The fire commissioners stated to the public for those previous fire agency consolidations that they were going to both provide better service and save taxpayer money.

Although some are dangerous, fortunately, fewer than 2 percent of responses are fires.

While 86 percent are medical responses, service calls, and good intention calls. The remainder is false alarms and other non-fire calls.

Thus, fire agencies are mostly in the medical response business.  

All Fire Agencies could implement further cooperation in operating protocols, training, and other support functions that could save money.

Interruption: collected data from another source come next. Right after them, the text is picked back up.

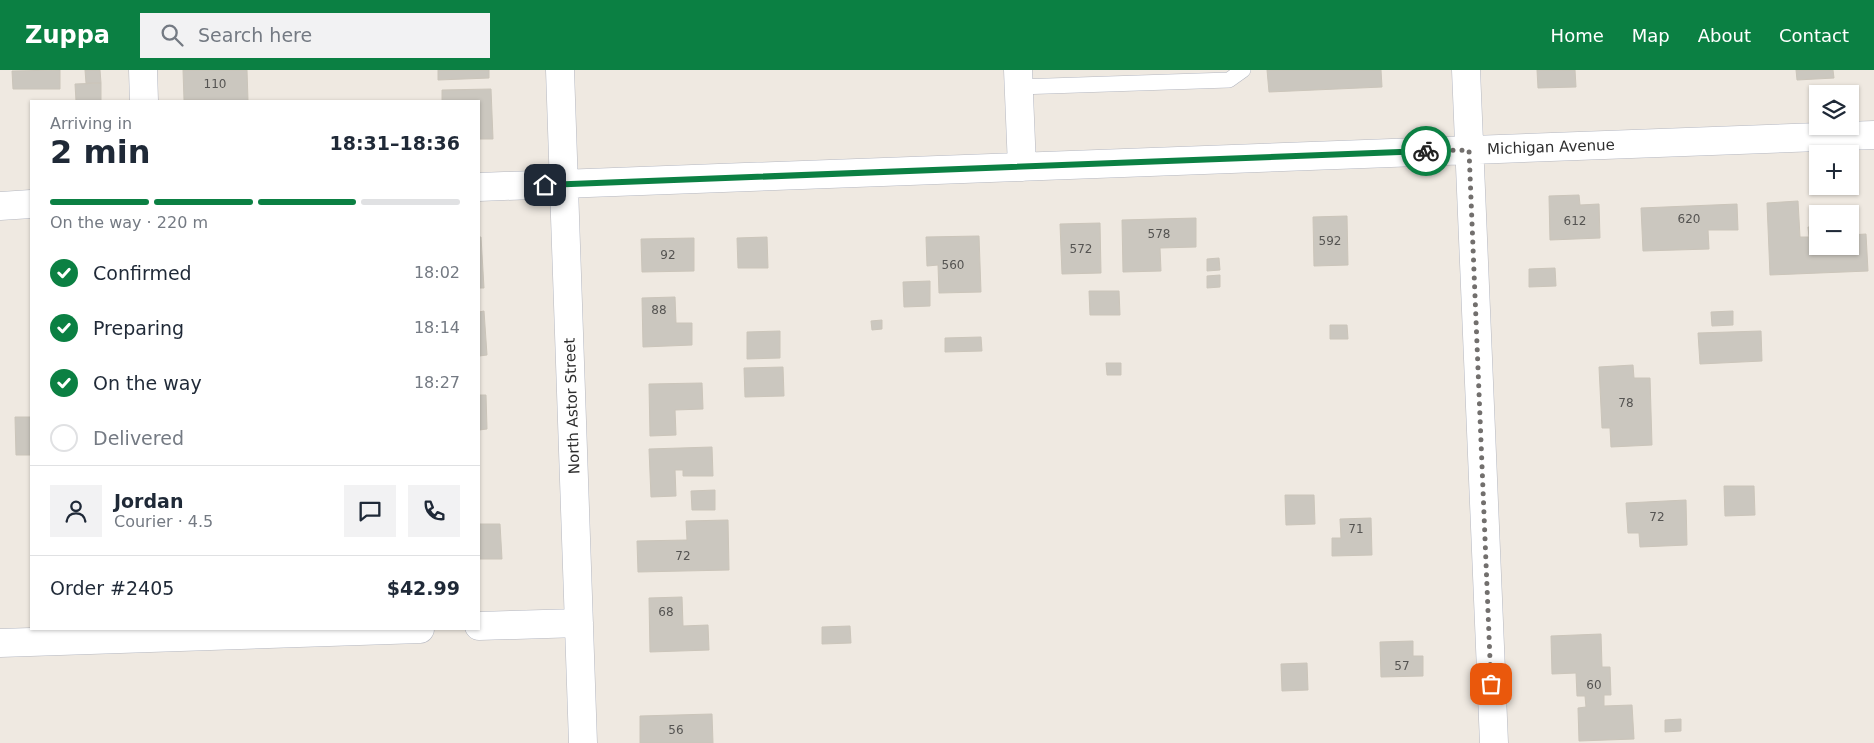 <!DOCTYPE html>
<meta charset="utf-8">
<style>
body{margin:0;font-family:"DejaVu Sans",sans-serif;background:#f2f2f3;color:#1f2937;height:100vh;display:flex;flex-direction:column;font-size:19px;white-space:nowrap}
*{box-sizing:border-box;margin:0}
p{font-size:16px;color:#747a83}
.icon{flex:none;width:28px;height:28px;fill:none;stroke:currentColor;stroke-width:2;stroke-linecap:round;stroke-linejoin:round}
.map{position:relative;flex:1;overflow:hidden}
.side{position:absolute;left:30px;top:30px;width:450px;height:530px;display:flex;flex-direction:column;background:#fff;border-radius:0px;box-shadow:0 1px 4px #0004}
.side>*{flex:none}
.tools{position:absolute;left:1809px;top:15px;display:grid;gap:10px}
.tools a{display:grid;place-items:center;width:50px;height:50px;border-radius:0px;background:#fff;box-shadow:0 1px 4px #0004;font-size:25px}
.pin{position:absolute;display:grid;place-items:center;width:42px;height:42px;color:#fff;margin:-21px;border-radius:10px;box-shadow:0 2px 8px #0006}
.courier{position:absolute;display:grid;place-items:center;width:50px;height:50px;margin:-25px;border:4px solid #0b8043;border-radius:50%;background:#fff;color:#222;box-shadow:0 1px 6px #0007}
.summary em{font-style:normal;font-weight:600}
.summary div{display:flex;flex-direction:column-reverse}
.summary{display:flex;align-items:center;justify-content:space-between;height:85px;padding:0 20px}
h1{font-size:32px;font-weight:600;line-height:38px}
.bar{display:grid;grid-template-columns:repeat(4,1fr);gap:8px 5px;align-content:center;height:60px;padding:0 20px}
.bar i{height:6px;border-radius:4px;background:#e0e1e3}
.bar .current{background:#0b8043}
.bar p{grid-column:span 4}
.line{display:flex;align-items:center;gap:12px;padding:0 20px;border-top:1px solid #e0e1e3}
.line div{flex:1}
.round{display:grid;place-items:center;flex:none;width:52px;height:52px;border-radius:0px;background:#f2f2f3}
ol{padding:0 20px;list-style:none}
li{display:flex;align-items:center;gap:15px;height:55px}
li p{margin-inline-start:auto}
li .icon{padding:5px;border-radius:50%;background:#0b8043;color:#fff;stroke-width:4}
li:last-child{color:#747a83}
li i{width:28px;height:28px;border:2px solid #e0e1e3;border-radius:50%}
header{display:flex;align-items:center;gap:30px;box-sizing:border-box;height:70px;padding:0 25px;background:#0b8043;color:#fff}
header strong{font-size:24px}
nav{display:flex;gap:28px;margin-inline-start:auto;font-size:18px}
.search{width:350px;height:45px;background:#f2f2f3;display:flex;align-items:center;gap:12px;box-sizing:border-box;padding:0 18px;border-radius:0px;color:#747a83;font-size:19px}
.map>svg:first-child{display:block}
</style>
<header>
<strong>Zuppa</strong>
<div class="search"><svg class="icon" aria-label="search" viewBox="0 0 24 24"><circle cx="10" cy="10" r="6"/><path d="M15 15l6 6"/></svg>Search here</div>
<nav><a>Home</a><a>Map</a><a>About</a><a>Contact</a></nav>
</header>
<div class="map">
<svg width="1874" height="673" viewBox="0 0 1874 673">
<rect width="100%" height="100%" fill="#efe9e1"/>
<path fill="#cbc7bf" stroke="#cbc5ba" d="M60,0V19H13L12,1Z
M85,0H100L101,13H86Z
M183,0H247L248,31L184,30Z
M438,0H489V8L438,10Z
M1267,0H1381L1382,17L1269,22Z
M1537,0H1575L1576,17L1538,18Z
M1796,0H1833L1834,8L1797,10Z
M101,13V31H76L75,14Z
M491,19L493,69H479V31H442V20Z
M1579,125L1580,135L1599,134L1600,168L1550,170L1549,126Z
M1798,131L1800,167H1809L1808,157H1818V176H1850V165L1866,164L1868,201L1770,205L1767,133Z
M1737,134L1738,160H1708L1709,179L1643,181L1641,138Z
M1347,146L1348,195L1314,196L1313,147Z
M1196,148V177L1160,178L1161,201L1123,202L1122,150Z
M1100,153L1101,203L1062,204L1060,154Z
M979,166L981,222L939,223L938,195L927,196L926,167Z
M479,167H481L484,218H479Z
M767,167L768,198H738L737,168Z
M694,168V201L642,202L641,169Z
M1219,188L1220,200L1207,201V189Z
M1555,198L1556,216L1529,217V199Z
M1220,205V217L1207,218V206Z
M930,211V236L904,237L903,212Z
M1089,221H1119L1120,245H1090Z
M675,227L676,253H692V275L643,277L642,228Z
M484,241L487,285L479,286V242Z
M1733,241V255L1712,256L1711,242Z
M882,250V259L872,260L871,251Z
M1330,255H1347L1348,269H1330Z
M780,261V288L747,289V262Z
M1761,261L1762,291L1700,294L1698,263Z
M981,267L982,281L945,282V268Z
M1106,293H1121V305H1107Z
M1633,295L1634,308H1650L1652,375L1611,377L1610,358H1602L1599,297Z
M783,297L784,326L745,327L744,298Z
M702,313L703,339L675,340L676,365L650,366L649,314Z
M479,325H486L487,359L479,360Z
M15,347H31V385H16Z
M712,377L713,406H683V400H675L676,426L651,427L649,379Z
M1724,416H1754L1755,445L1725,446Z
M715,420V440H692L691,421Z
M1285,425H1314L1315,454L1286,455Z
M1686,430L1687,475L1640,477L1639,463H1628L1626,433Z
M1371,448L1372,485L1332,486V468H1341L1340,449Z
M728,450L729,500L638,502L637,471L687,470L686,451Z
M479,454H500L502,489H479Z
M682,527L683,556L708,555L709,580L650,582L649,528Z
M850,556L851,573L822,574V557Z
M1601,564L1602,597H1610L1611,625H1604V636L1632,635L1634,669L1579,671L1578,638L1586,637L1585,626H1577L1576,603L1552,604L1551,566Z
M1413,571V586H1423V606L1381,607L1380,572Z
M1307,593L1308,620L1282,621L1281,594Z
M712,644L713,673H640V646Z
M1681,649V661L1665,662V650Z"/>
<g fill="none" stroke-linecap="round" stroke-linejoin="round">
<defs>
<path id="service" d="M1018,17L1229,10L1243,0"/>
<path id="minor" d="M143,0L144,31
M560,0L583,673
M1018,0L1022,97
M1466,0L1494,673
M479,117L1874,65
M0,136L31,134
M479,556L579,553
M0,573L420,559"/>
</defs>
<use href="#service" stroke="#b4b7c1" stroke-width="16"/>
<use href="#minor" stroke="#b4b7c1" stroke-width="29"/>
<use href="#service" stroke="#fff" stroke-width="15"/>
<use href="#minor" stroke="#fff" stroke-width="28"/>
</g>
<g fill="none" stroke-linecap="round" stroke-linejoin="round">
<path stroke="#726f6d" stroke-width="5" stroke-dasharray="0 9" d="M1426,81L1469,80L1491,614"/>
<path stroke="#0b8043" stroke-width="6" d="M545,115L1426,81"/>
</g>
<g text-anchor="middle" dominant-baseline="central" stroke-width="4.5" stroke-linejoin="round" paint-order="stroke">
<g font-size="12" fill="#555452">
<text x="215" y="14">110</text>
<text x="1689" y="149">620</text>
<text x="1575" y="151">612</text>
<text x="1159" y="164">578</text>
<text x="1330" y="171">592</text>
<text x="1081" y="179">572</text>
<text x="668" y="185">92</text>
<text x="953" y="195">560</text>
<text x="659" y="240">88</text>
<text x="1626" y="333">78</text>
<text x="1657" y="447">72</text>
<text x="1356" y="459">71</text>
<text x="683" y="486">72</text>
<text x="666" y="542">68</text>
<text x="1402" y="596">57</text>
<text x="1594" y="615">60</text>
<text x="676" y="660">56</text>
</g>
<g font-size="15" fill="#2e2e2e" stroke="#fff">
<text transform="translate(1551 77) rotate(-2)">Michigan Avenue</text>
<text transform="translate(572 336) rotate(-92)">North Astor Street</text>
</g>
</g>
</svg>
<div class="tools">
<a><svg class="icon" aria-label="layers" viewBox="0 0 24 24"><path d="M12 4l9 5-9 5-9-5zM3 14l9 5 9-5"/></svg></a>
<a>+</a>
<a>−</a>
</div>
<div class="pin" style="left:1491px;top:614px;background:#ea580c"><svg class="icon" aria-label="bag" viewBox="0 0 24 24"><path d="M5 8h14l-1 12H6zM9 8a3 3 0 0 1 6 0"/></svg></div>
<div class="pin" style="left:545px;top:115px;background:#1f2937"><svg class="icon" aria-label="home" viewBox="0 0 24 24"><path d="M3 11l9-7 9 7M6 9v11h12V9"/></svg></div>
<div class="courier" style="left:1426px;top:81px"><svg class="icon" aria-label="bike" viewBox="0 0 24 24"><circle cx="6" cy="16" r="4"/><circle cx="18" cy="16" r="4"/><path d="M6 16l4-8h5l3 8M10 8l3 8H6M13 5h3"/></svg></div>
<section class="side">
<div class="summary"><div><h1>2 min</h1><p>Arriving in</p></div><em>18:31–18:36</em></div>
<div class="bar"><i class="current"></i><i class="current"></i><i class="current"></i><i></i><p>On the way · 220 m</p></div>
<ol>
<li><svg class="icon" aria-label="check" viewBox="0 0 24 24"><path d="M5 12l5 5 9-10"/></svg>Confirmed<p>18:02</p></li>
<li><svg class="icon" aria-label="check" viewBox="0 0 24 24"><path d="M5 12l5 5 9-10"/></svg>Preparing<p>18:14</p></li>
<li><svg class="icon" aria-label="check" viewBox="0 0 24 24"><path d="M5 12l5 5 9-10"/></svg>On the way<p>18:27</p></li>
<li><i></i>Delivered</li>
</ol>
<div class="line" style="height:90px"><a class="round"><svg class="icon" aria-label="person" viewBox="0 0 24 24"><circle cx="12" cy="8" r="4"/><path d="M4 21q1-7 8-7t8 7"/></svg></a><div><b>Jordan</b><p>Courier · 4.5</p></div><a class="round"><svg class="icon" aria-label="chat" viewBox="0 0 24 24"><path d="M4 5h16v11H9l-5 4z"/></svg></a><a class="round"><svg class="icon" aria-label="phone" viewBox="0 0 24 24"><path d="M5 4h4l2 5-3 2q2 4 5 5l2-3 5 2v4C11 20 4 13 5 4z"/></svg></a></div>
<div class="line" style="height:65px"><div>Order #2405</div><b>$42.99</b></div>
</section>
</div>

Another option is Immokalee, Greater Naples, and North Collier Fire Commissioners could continue to further provide better service and save taxpayer money by consolidating into two, or even one fire agency for the entire unincorporated county, as supported by 63.7 percent of those voting and passed by a majority in 51 of 53 county precincts, to that March 2016 ballot question.     

Marvin Easton, Naples

Say no to 'you know?'

"You know?” is a phrase that you hear increasingly, from television announcers, and public speakers, after an expository statement. I don’t know if it is a subjunctive question, seeking reaffirmation of that which was uttered or simply a reflexive utterance that supplants a comma or a colon in speech. Sometimes, an educated, and the seemingly sophisticated speaker will employ the phrase 20 times in an interview. What’s up with that? It makes the speaker sound like a semi-literate babbler.
Anyone, versed in the art of public speaking, knows that there are a lot of nerves involved when facing a large audience, each straining to hear what you have to say. The momentary thought transition, of reflexive pauses, when shifting mental gears, often manifests itself in the phrase “You know?” All well- trained public speakers are trained to avoid the utterance. Like “Er” or “Um,’ they are a phonic irritant to the listener. Most speakers are trained to pause, often saying nothing for a few seconds, until the mental transition is completed, and another verbal train of thought is entered into.
So, I appeal to all commentators and public speakers. Lose the phrase “you know” from your presentation. We in fact “don’t know” and are distracted from your message by this stylistic faux.